RECORDED INFORMATION

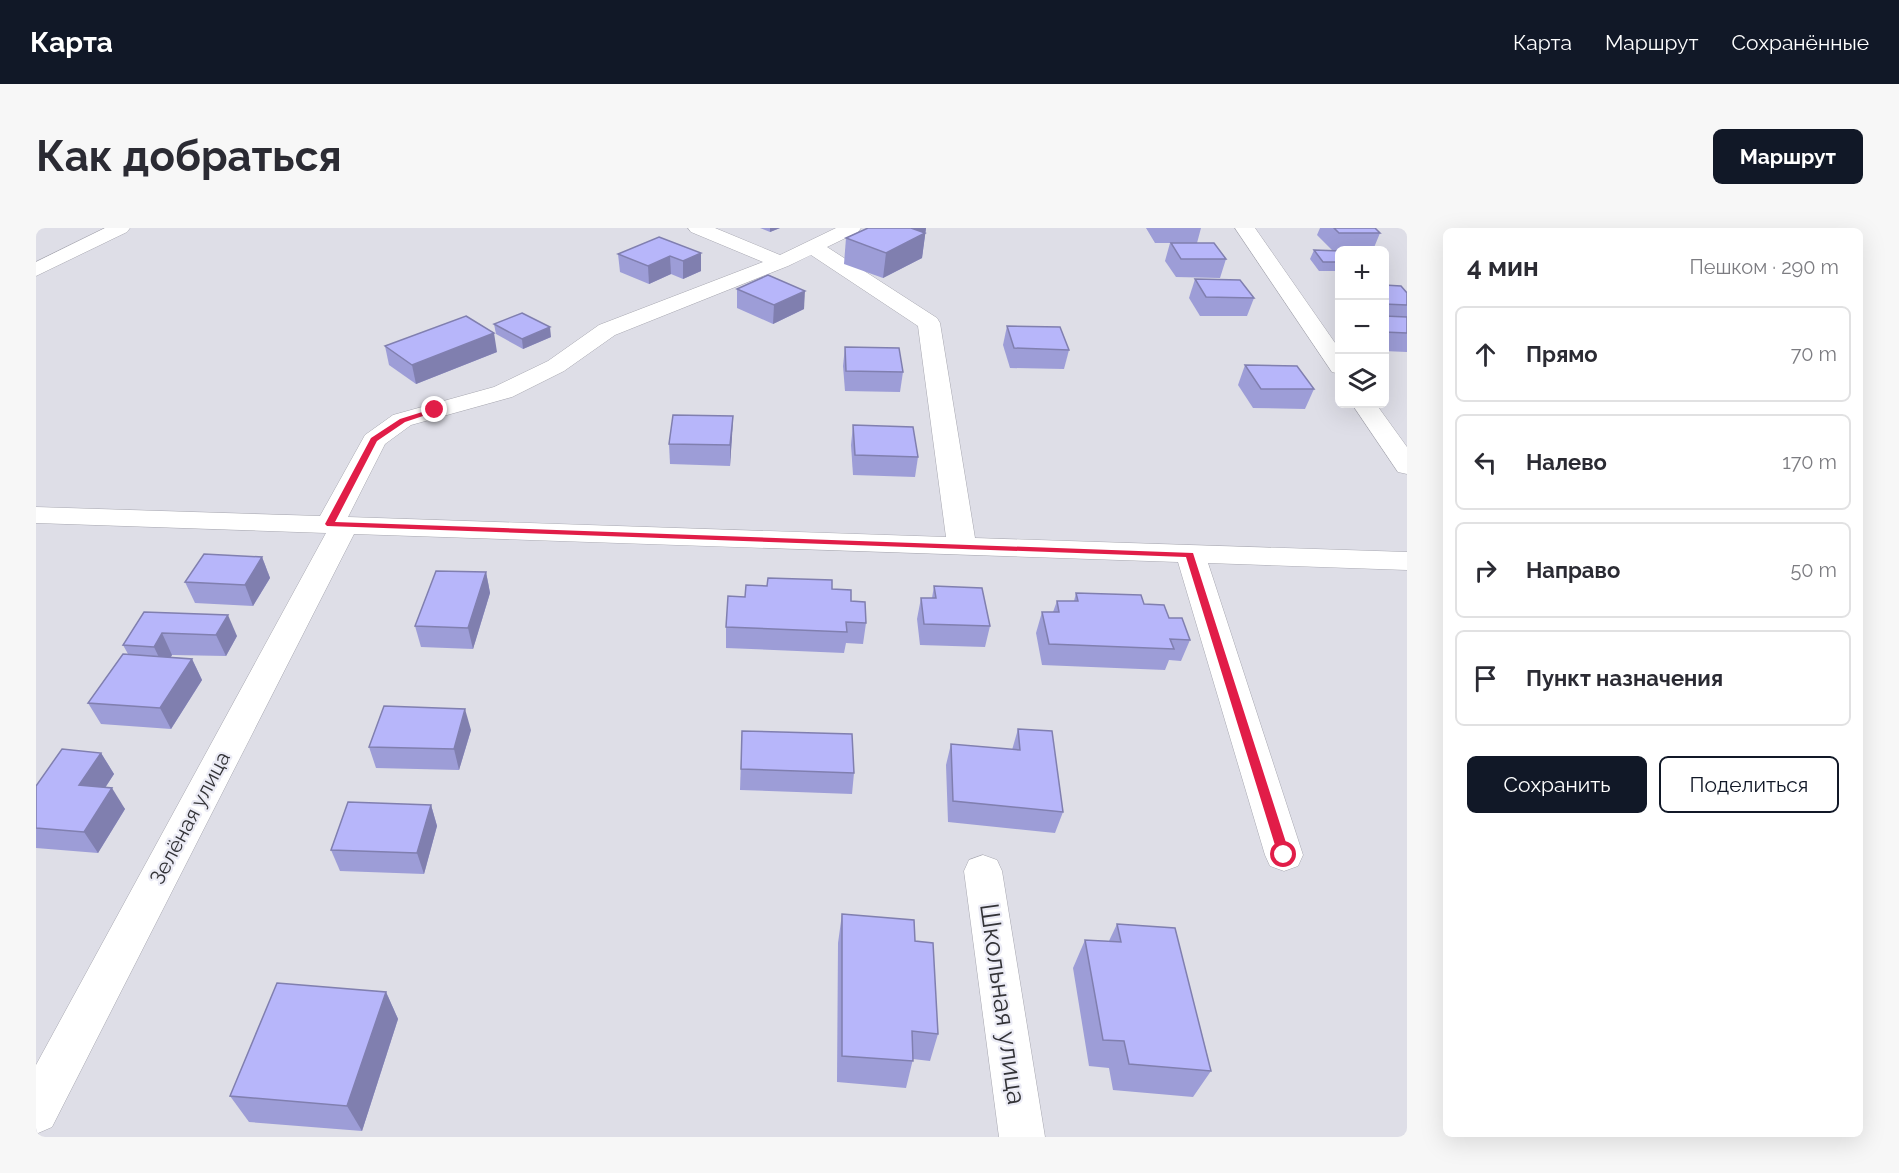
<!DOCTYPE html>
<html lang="ru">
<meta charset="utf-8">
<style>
body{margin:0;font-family:Raleway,sans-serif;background:#f7f7f7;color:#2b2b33}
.controls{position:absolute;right:18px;top:18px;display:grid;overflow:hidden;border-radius:9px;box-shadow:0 6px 24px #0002}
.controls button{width:54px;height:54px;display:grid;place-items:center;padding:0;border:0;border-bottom:2px solid #e1e1e2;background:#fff;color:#2b2b33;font:30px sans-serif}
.stop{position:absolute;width:18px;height:18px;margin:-14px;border:4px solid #e11d48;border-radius:50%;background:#fff}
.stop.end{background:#e11d48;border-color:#fff;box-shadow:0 2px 6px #0008}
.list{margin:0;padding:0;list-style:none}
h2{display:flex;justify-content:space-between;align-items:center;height:78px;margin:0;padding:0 24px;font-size:26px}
h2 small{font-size:20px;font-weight:400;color:#7c7c81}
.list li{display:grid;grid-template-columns:39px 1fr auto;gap:18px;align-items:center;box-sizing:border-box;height:96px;margin:0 12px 12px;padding:0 12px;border:2px solid #e1e1e2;border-radius:9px}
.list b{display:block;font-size:22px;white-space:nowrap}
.list em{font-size:20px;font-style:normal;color:#7c7c81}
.actions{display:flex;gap:12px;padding:18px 24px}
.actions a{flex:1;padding:14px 0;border:2px solid #111827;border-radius:9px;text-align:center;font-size:21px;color:#111827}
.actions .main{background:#111827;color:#fff}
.icon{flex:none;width:33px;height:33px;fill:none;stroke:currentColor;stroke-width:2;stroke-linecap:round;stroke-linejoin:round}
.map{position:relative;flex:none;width:1371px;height:909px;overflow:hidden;border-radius:9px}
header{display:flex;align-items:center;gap:36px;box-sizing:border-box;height:84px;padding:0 30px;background:#111827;color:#fff}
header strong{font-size:28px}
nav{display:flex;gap:33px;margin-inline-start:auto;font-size:21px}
.intro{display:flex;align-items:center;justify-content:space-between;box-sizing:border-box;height:144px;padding:0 36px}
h1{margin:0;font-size:42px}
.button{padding:15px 27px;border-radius:9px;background:#111827;color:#fff;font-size:21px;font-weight:700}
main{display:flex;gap:36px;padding:0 36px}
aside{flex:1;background:#fff;border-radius:9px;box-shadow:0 6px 24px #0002}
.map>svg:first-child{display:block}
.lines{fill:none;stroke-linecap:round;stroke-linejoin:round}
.street-casing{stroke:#a7a7b0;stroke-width:1}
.street{fill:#fff;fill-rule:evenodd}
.wall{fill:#9d9dd7}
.shaded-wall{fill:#807faf}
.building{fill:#b7b6fa;stroke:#807faf;stroke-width:1.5}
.route{fill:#e11d48}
.labels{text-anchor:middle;stroke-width:4.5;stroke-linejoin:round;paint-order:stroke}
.street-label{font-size:21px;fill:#333337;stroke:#ebebf5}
.near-street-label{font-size:26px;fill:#333337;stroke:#ebebf5}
</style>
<header>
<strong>Карта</strong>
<nav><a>Карта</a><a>Маршрут</a><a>Сохранённые</a></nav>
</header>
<div class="intro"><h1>Как добраться</h1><a class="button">Маршрут</a></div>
<main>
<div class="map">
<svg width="1371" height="909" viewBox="0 0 1371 909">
<rect width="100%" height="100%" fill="#dedee7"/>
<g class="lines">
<g class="street-casing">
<g id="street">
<polygon points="69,0 94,0 91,4 0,48 0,34"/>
<path d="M652,0H679L744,27L800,0H825L822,4L791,19L901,90L904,95L939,310L1371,324V342L1172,335L1267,627L1262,638L1248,643L1234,638L1229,627L1142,334L318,306L16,899L0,906V837L290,305L0,295V279L284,288L329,207L357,187L458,159L512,133L563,97L727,34L655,4ZM775,27L882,98L910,309L312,289L349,216L375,197L476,169L528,143L579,107L752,38Z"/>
<polygon points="1199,0 1219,0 1304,122 1304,146 1296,144"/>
<polygon points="1316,176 1340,176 1371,219 1371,246 1362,244"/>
<polygon points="947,627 961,632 966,643 1009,909 963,909 928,643 933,632"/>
</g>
</g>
<use href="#street" class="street"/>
</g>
<g class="wall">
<polygon points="724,0 744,0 734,4"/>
<polygon points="832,0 890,0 886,30 847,50 808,36 810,10"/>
<polygon points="1110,0 1165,0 1161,15 1190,31 1184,50 1140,49 1129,33 1134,15 1119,15"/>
<polygon points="1284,0 1339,0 1344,5 1337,22 1301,22 1304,23 1304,43 1283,43 1274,31 1278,22 1296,22 1281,7"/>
<polygon points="623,9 665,43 647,51 635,46 613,56 584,44 582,26"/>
<polygon points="1159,51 1218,70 1211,88 1164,88 1153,70"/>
<polygon points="1348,57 1371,65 1371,124 1348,123"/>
<polygon points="701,61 768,81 737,96 701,80"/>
<polygon points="458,96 515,109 487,121 460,106"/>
<polygon points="971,98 1033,122 1028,141 974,140 967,117"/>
<polygon points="349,118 461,124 380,156 353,137"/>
<polygon points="809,119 867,144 864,164 809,163 807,138"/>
<polygon points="1209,137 1278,161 1269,181 1217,180 1202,157"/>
<polygon points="697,188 696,208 694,238 634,236 633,216"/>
<polygon points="817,197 882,229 879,249 817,247 815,217"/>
<polygon points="226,329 234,350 217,378 159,375 149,354"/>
<polygon points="450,344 454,365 437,421 385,419 379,398"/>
<polygon points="731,358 796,361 815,373 830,395 827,416 810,415 808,425 690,420 690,399 709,369"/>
<polygon points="898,358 954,398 949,419 884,417 881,391 885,370 896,370"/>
<polygon points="1040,365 1108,376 1133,390 1154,412 1145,433 1133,432 1129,442 1006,437 1000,405 1006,384 1017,384 1021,373 1038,373"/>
<polygon points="108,384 201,408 190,428 136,427 135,429 156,431 166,452 135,501 65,496 52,475 92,426 87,417"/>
<polygon points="982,501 1027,584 1019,605 912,594 910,537 915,516 976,522"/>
<polygon points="435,502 423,542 340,540 333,519"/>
<polygon points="706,503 818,545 816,566 704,562"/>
<polygon points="65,525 78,546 69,560 89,581 62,625 0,620 0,558"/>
<polygon points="395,577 401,598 388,646 304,643 295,622"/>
<polygon points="806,686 902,806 894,833 877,831 870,860 801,854 802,715"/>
<polygon points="1081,696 1175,843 1157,869 1077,862 1073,840 1053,838 1037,740 1049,712 1073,713"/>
<polygon points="350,764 362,791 326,903 213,894 194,868"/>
</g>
<g class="shaded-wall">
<polygon points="734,0 744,0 734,4"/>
<polygon points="875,0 890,0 886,30 847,50 850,25"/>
<polygon points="665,25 665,43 647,51 647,33"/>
<polygon points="634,28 635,46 613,56 612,38"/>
<polygon points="769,63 768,81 737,96 738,77"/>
<polygon points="514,99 515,109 487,121 486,111"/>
<polygon points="458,105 461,124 380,156 376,137"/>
<polygon points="697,188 696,208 694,238 694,217"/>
<polygon points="226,329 234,350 217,378 209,357"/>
<polygon points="450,344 454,365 437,421 432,400"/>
<polygon points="192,387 201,408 190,428 180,407"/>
<polygon points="126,405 136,427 128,440 118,419"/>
<polygon points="156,431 166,452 135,501 124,480"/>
<polygon points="429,481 435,502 423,542 418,521"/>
<polygon points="65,525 78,546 57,578 43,557"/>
<polygon points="76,560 89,581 62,625 48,604"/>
<polygon points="395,577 401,598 388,646 381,625"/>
<polygon points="350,764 362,791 326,903 311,878"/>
</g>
<g class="building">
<polygon points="832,0 875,0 889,5 850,25 810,10"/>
<polygon points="1298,0 1339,0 1344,5 1303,5"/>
<polygon points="623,9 665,25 647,33 634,28 612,38 582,26"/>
<polygon points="1135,15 1178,15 1190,31 1145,31"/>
<polygon points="1278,22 1304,23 1304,34 1287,34"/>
<polygon points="732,47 769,63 738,77 701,61"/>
<polygon points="1159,51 1204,52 1218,70 1170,69"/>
<polygon points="1348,57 1365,58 1371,65 1371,77 1348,76"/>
<polygon points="486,85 514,99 486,111 458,96"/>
<polygon points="430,88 458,105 376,137 349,118"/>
<polygon points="1348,88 1371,89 1371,105 1348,104"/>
<polygon points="971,98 1024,99 1033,122 978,120"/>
<polygon points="809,119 863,120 867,144 810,143"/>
<polygon points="1209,137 1261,138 1278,161 1225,161"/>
<polygon points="637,187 697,188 694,217 633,216"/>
<polygon points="817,197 877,199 882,229 819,227"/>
<polygon points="168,326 226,329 209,357 149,354"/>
<polygon points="400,343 450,344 432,400 379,398"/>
<polygon points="732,350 796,352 796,361 815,362 815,373 829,374 830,395 810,394 811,404 690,399 692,368 709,369 710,357 731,358"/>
<polygon points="898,358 946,360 954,398 888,396 885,370 900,370"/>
<polygon points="1040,365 1105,367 1108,376 1128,377 1133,390 1146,390 1154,412 1134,411 1138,421 1013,416 1006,384 1023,384 1021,373 1042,373"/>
<polygon points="108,384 192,387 180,407 126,405 118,419 87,417"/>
<polygon points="87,426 156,431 124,480 52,475"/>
<polygon points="348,478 429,481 418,521 333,519"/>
<polygon points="982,501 1016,503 1027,584 917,573 915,516 984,522"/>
<polygon points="706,503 816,506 818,545 705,541"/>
<polygon points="26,521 65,525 43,557 76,560 48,604 0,600 0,558"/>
<polygon points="312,574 395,577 381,625 295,622"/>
<polygon points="806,686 878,692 879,713 897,715 902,806 876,803 877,833 806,828"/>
<polygon points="1081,696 1139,700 1175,843 1093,836 1088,813 1067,812 1049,712 1085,714"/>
<polygon points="241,755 350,764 311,878 194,868"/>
</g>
<polygon class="route" points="399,180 402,183 369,194 341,213 299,294 1157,325 1254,627 1252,630 1244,630 1242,627 1150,329 291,298 289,296 335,210 364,191"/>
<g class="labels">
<g class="street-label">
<text transform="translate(154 590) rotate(-62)" y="7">Зелёная улица</text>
</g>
<g class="near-street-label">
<text transform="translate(967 776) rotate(82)" y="9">Школьная улица</text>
</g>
</g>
</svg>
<div class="controls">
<button>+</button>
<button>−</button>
<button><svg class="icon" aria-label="layers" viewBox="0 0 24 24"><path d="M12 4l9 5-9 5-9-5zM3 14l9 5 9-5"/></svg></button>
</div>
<div class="stop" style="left:1248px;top:627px"></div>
<div class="stop end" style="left:399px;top:182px"></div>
</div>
<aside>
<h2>4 мин<small>Пешком · 290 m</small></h2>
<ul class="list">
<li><svg class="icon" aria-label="ahead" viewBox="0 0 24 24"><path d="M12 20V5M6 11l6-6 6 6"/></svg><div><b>Прямо</b></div><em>70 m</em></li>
<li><svg class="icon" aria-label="left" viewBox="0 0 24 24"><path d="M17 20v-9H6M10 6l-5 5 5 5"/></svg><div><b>Налево</b></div><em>170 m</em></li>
<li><svg class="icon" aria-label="right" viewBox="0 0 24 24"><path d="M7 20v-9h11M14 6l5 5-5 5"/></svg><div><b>Направо</b></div><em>50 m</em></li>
<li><svg class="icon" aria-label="arrive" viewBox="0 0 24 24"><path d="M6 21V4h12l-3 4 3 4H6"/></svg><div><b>Пункт назначения</b></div></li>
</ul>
<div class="actions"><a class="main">Сохранить</a><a>Поделиться</a></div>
</aside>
</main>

EXERCISE REQUIREMENTS
Across the entries above, how many lines contain the string "hidden"? The number alone is the answer.

RESPONSE FOR THIS EXERCISE
2